日本での消費者が減少している今、海外の消費ニーズを求めて越境ECに乗り出す企業は年々増えています。越境ECを成功させるためには、売れ筋商品や現地ユーザーを理解した戦略が必要です。



この記事では越境ECを検討している企業に向けて、越境ECの需要が高い国や売れ筋の商品、留意点をご紹介します。



越境ECで注目の地域は中国・アメリカ・東南アジア



EC化が進んでいる国といえば、中国とアメリカです。しかし最近では東南アジアもECサイトが盛り上がっており、ターゲットとする企業も増えています。まずは越境ECで注目の国から見ていきましょう。



EC天国の中国とアメリカ



まずは2020年の各国ECサイトの市場規模をご覧ください。



国名
市場規模(単位:億ドル)
中国
18,015
アメリカ
6,017
イギリス
1,339
日本
1,235




引用: 経済産業省 電子商取引に関する市場調査

https://www.meti.go.jp/policy/it_policy/statistics/outlook/210730_new_hokokusho.pdf


市場規模で見ると、アメリカは日本の4倍以上、中国はなんと14倍以上の規模があります。中国とアメリカはEC先進国であり、EC天国と言っても過言ではありません。



中国でECが発達した背景



中国がEC先進国となった理由は、独身の日・中流階級の増加・キャッシュレス決済の普及が挙げられます。中国には11月11日を「独身の日」(ダブルイレブン)としており、もともと独身者を祝う習慣がありました。



そこで2009年にアリババグループが独身の日に大規模な販促イベント「天猫ダブルイレブン・ショッピングフェスティバル」を開催したことで、多くの百貨店やスーパーが参加して一台商戦の日となったのです。
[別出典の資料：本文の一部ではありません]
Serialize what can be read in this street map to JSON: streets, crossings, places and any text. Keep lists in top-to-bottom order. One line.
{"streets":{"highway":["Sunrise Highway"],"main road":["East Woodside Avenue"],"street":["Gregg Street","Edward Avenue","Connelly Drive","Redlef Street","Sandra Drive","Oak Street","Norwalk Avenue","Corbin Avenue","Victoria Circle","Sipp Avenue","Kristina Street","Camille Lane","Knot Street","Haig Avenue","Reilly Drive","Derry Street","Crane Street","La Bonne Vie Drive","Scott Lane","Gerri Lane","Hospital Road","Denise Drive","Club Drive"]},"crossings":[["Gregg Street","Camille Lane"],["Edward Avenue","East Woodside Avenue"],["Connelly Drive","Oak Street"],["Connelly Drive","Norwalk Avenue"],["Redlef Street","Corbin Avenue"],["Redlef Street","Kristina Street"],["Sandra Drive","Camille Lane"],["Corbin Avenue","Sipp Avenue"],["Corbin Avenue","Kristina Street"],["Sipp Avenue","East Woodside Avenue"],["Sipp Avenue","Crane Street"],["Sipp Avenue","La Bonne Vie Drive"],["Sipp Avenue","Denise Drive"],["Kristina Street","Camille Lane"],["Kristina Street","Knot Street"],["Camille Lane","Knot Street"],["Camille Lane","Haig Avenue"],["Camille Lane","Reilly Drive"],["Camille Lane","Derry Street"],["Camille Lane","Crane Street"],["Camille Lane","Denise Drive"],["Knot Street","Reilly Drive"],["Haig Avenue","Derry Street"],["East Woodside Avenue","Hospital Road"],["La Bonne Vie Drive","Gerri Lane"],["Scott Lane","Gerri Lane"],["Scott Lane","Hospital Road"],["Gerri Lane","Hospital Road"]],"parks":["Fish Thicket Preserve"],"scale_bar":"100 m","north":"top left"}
アリババが運営するECモール「天猫」では、2017年における独身の日の取引額は1,683億元、日本円で2兆円を超える莫大な売り上げを出しています。


■特集:ECモール■


[Note]2021年「独身の日」の流通総額は過去最高の9兆円



2021年で13回目になるアリババグループの独身の日イベントでは、流通総額(GMV)が日本円で約9兆6,173億円に達したと発表されました。
参加ブランドは約29万で、約65%は中小企業や工業地帯の製品メーカー、新ブランド等です。1,600以上のブランドがECモールにおいて新規獲得キャンペーンに参加し、のべ9,700万人以上の新規顧客獲得につながっています。
ただ、2021年の伸び率は8.5%で過去最低でした。2020年の伸び率は26%で、大きく失速していることがわかります。これは規制強化や供給制約という逆風があったことや、電力不足やロックダウンを鑑み元々大々的な宣伝を控えていた点が大きな原因とみられています。
2021年の伸び率は芳しくなかったものの、流通総額は過去最高を記録。新興ブランドや若年顧客も順調に増加しており、今後も市場は拡大すると予想されます。



アメリカでECが発達した背景



アメリカの場合、ECが普及した背景には、サイバーマンデー、「ネットの方がお得」という意識の浸透、返品のしやすさがあります。



アメリカでは毎年2月~3月に謝肉祭が行われますが、その翌月曜日を「サイバーマンデー」と呼ぶようになりAmazonを始めECサイトやオフラインでビッグセールが行われます。



ECサイトではクーポンが直接配信されており、「確実にリアル店舗より安い」「クーポンがあるかチェックしよう」という思考によってECを利用する習慣が浸透しました。



さらにアメリカでは日本よりも圧倒的に返品のハードルが低く、「とりあえず買ってみよう」「ダメなら返品すればいい」と購入のハードルが低いという特徴があります。



注目は東南アジア



最近では東南アジアが注目されています。その理由は、伸びしろの長さと日本への信頼の高さ、スマートフォンの普及が挙げられます。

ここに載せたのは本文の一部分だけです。